Find out how HackerEarth can boost your tech recruiting

Learn more
piller_image

Scaling database with Django and HAProxy

MySQL – Primary data store

At HackerEarth, we use MySQL database as the primary data store. We have experimented with a few NoSQL databases on the way, but the results have been largely unsatisfactory. The distributed databases like MongoDB or CouchDB aren’t very scalable or stable. Right now, our status monitoring services use RethinkDB for storing the data in JSON format. That’s all about using NoSQL database for now.

With the growing amount of data and number of requests every second, it turns out that the database becomes a major bottleneck to scale the application dynamically. At this point if you are thinking that there are mythical (cloud) providers who can handle the growing need of your application, you couldn’t be more wrong. To make matters worse, you can’t spin a new database whenever you want to just like you do with your frontend servers. Achieving horizontal scalability at all levels requires massive re-architecture of the system while being completely transparent to the end user. This is what a part of our team has focused on in the last few months, resulting in high uptime and availability.

It was becoming difficult for the master (and only) MySQL database to handle the heavy load. We thought we will delay any scalability at this level till the single database could handle the load. We would work on other high priority tasks instead. But that wasn’t to be, and we experienced some down time. After that we did a rearchitecture of our application, sharded the database, wrote database routers and wrappers on top of django ORM, put HAProxy load balancer infront of the MySQL databases, and refactored our codebase to optimize it significantly.

The image below shows a part of the architecture we have at HackerEarth. Many other components have been omitted for simplicity.

Database slaves and router

The idea was to create read replicas and route the write queries to the master database and read queries to slave (read replica) databases.

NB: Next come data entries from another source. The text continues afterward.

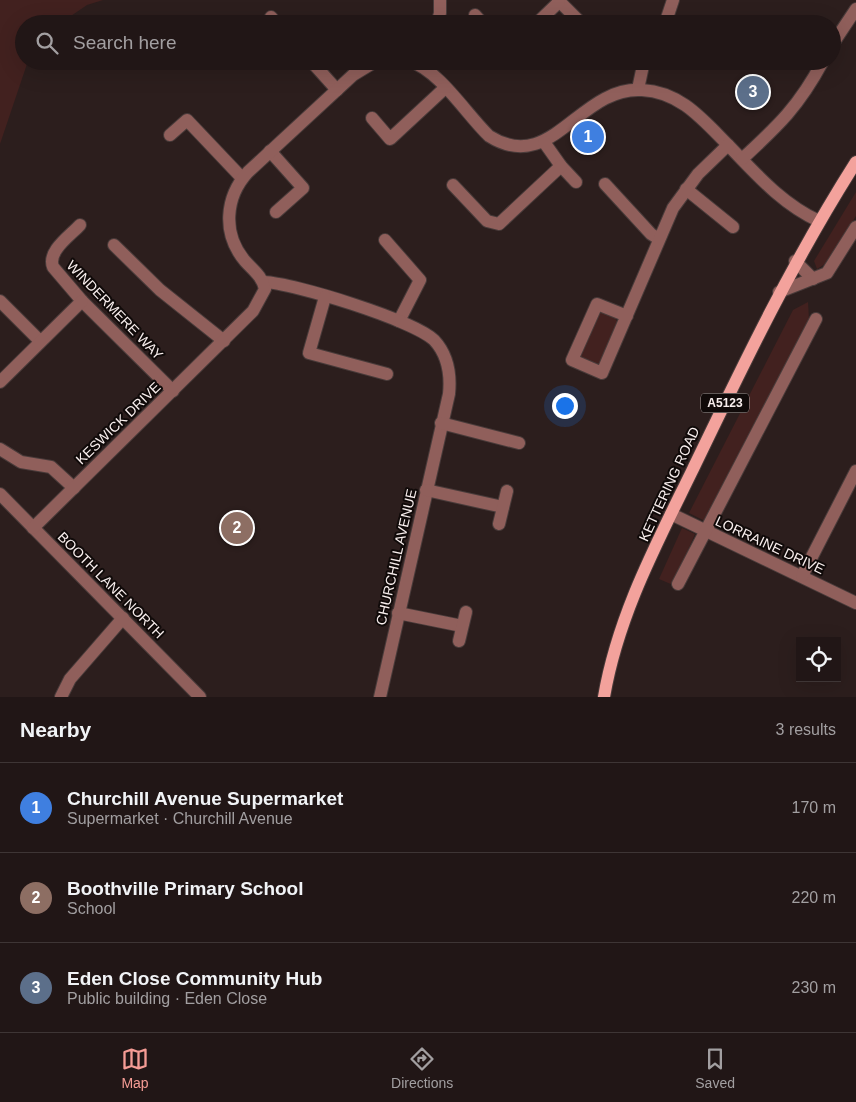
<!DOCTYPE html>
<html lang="en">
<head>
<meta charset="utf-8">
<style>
	body { margin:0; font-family:Arial,sans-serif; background:#291f1f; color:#f1f3f6 }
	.controls { position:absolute; right:15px; bottom:15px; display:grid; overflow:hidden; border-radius:0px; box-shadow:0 5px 20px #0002 }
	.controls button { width:45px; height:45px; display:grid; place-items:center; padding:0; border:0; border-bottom:1px solid #3e3535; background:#211616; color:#f1f3f6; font:25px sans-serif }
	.you { position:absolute; left:564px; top:405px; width:18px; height:18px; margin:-12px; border:4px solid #fff; border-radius:50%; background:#1a73e8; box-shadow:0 0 0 8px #1a73e833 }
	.badge { display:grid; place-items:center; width:32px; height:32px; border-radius:50%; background:#f59c95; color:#fff; font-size:16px; font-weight:700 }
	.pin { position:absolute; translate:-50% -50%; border:2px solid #fff; box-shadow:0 1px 5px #0006 }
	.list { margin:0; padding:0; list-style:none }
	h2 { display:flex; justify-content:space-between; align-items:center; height:65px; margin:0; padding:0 20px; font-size:21px }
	h2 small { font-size:16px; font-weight:400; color:#a29fa1 }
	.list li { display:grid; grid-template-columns:32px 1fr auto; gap:15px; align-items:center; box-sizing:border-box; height:90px; padding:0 20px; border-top:1px solid #3e3535 }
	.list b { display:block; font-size:19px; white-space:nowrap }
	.list p { margin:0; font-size:16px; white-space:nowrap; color:#a29fa1 }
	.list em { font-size:16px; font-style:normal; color:#a29fa1 }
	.icon { flex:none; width:28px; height:28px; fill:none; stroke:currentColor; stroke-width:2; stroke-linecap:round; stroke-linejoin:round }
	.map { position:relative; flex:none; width:856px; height:697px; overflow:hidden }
	.search { position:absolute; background:#211616; box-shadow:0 5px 20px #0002; left:15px; right:15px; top:15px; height:55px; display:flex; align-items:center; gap:12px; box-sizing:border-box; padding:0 18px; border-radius:28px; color:#a29fa1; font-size:19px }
	.sheet { height:335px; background:#211616 }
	nav { display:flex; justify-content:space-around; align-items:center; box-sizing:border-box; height:70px; border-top:1px solid #3e3535; background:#211616; font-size:14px; color:#a29fa1 }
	nav a { display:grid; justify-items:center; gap:2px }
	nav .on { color:#f59c95 }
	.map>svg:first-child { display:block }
	.green { fill:#42211f }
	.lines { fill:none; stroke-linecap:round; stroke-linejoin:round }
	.minor-casing { stroke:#493b3a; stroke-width:14 }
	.major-casing { stroke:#493b3a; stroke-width:14 }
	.minor { stroke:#905f5b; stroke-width:12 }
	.major { stroke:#f3a29c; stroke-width:12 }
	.labels { text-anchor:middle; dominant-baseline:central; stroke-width:4; stroke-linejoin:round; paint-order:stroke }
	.shield { fill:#100a09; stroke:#b3aaa9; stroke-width:1 }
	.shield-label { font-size:12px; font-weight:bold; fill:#f9efee }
	.street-label { font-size:14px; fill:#f9efee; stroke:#100a09 }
</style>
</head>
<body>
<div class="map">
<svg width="856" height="697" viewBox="0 0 856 697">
	<rect width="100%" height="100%" fill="#2c1e1d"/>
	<g class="green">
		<path d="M 0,0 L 103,0 L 87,5 L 59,24 L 24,24 L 24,61 L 28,61 L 0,144 Z"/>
		<path d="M 856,192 L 856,216 L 825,264 L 817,269 L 814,261 Z"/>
		<path d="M 808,302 L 809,319 L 705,521 L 689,513 L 793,310 Z"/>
		<path d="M 601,312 L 615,317 L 618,324 L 599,364 L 595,366 L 580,356 L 598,313 Z"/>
		<path d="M 682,528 L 695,534 L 673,585 L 659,579 Z"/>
	</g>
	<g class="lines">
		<g class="minor-casing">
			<g id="minor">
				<path d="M 558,0 L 582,24"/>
				<path d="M 475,15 L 483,24"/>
				<path d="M 271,17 L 277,24"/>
				<path d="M 437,24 L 440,13 L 440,0"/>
				<path d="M 536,24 L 559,2"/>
				<path d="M 665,24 L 673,0"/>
				<path d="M 832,45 L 856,9"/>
				<path d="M 311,61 L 337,90"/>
				<path d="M 410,61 C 440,71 466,114 489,136 C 552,176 579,86 642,90 C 681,92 703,120 729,146 C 756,174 782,204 819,221"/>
				<path d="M 638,89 L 644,61"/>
				<path d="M 372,118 L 390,139 L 445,88"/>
				<path d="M 170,135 L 187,120 L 242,178"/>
				<path d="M 544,142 L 561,166 L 576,182"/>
				<path d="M 270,151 L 303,188 L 276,212"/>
				<path d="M 742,159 C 779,125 799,106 823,61"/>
				<path d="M 605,184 L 651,234 L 659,239"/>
				<path d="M 453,185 L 487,221 L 499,224 L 561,166"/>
				<path d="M 686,189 L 733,227"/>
				<path d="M 80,225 C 70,236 47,251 53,267 L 82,301 L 173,391"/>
				<path d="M 385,240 L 420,280 L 399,321"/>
				<path d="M 114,245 L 160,290 L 224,341"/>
				<path d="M 795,261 L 813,279"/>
				<path d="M 264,282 C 293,283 413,320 434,340 C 448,355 451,374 449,394 L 380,697"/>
				<path d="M 779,292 L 827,273 L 856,227"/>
				<path d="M 325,297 L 309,353 L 387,374"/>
				<path d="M 0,301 L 40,341"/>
				<path d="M 627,316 L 597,304 L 572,360 L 602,373 L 673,208 L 698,174 L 728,145"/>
				<path d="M 0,382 L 82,301"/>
				<path d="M 441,423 L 519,443"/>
				<path d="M 0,449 L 21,462 L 51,467 L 74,488"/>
				<path d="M 426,490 L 503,507"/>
				<path d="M 0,494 L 200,697"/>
				<path d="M 671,514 L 856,603"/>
				<path d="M 499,524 L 507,491"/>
				<path d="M 33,528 L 253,311 L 265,289 C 262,276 253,270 245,261 C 222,234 225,197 248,172 L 353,75 L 376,61"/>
				<path d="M 802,576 L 856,471"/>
				<path d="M 678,584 L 816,319"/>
				<path d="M 398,613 L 462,626"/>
				<path d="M 459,641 L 466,612"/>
				<path d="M 61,697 L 70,679 L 123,618"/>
			</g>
		</g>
		<g class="major-casing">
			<path id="major" d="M 604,697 C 618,615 657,543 693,469 C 744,363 793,261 856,162"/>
		</g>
		<use href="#minor" class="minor"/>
		<use href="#major" class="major"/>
	</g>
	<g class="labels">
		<rect class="shield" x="701" y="393.5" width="48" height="19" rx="4"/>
		<g class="shield-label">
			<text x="725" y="403">A5123</text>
		</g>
		<g class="street-label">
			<text transform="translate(115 310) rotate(46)">WINDERMERE WAY</text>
			<text transform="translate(118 423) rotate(-44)">KESWICK DRIVE</text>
			<text transform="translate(669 484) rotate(-65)">KETTERING ROAD</text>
			<text transform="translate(770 545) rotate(25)">LORRAINE DRIVE</text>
			<text transform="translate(396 557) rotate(-77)">CHURCHILL AVENUE</text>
			<text transform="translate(111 585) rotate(45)">BOOTH LANE NORTH</text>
		</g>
	</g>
</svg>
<div class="controls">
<button><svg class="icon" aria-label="locate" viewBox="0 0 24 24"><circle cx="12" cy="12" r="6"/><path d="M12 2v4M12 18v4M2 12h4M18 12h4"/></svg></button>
</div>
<div class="you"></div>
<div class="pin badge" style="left:588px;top:137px;background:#3f7fe0">1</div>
<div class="pin badge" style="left:237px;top:528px;background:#8d6e63">2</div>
<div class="pin badge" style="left:753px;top:92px;background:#5c6f8a">3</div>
<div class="search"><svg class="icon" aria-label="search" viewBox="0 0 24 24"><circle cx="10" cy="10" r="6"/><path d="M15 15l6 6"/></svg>Search here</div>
</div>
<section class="sheet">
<h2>Nearby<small>3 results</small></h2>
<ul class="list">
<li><span class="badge" style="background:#3f7fe0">1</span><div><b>Churchill Avenue Supermarket</b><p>Supermarket · Churchill Avenue</p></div><em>170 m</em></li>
<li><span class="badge" style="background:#8d6e63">2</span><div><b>Boothville Primary School</b><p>School</p></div><em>220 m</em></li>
<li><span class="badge" style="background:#5c6f8a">3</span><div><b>Eden Close Community Hub</b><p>Public building · Eden Close</p></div><em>230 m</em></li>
</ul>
</section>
<nav>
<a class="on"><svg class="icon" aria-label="map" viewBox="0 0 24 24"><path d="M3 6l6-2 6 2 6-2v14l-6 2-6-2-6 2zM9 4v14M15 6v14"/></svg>Map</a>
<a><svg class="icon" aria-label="directions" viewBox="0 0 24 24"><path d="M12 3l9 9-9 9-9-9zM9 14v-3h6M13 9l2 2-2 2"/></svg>Directions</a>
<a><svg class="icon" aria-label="saved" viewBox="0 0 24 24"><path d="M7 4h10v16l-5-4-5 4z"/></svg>Saved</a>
</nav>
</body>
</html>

But that was not simple either. We couldn’t and wouldn’t want to route all the read queries to slaves. There were some read queries which couldn’t afford stale data, which comes as a part of database replication. Though stale data might be the order of just a few seconds, these small number of read queries couldn’t even afford that.

The first database router was simple:

class MasterSlaveRouter(object):
    """
    Represents the router for database lookup.
    """
    def __init__(self):
        if settings.LOCAL:
            self._SLAVES = []
        else:
            self._SLAVES = SLAVES

    def db_for_read(self, model, **hints):
        """
        Reads go to default for now.
        """
        return 'default'

    def db_for_write(self, model, **hints):
        """
        Writes always go to default.
        """
        return 'default'

    def allow_relation(self, obj1, obj2, **hints):
        """
        Relations between objects are allowed if both objects are
        in the default/slave pool.
        """
        db_list = ('default',)
        for slave in zip(self._SLAVES):
            db_list += slave

        if obj1._state.db in db_list and obj2._state.db in db_list:
            return True
        return None

    def allow_migrate(self, db, model):
        return True

All the write and read queries go to the master database, which you might think is weird here. Instead, we wrote getfromslave(), filterfromslave(), getobjector404fromslave(), getlistor404fromslave(), etc. as part of django ORM in our custom managers to read from slave. So whenever we know we can read from slaves, we call one of these functions. This was a sacrifice made for those small number of read queries which couldn’t afford the stale data.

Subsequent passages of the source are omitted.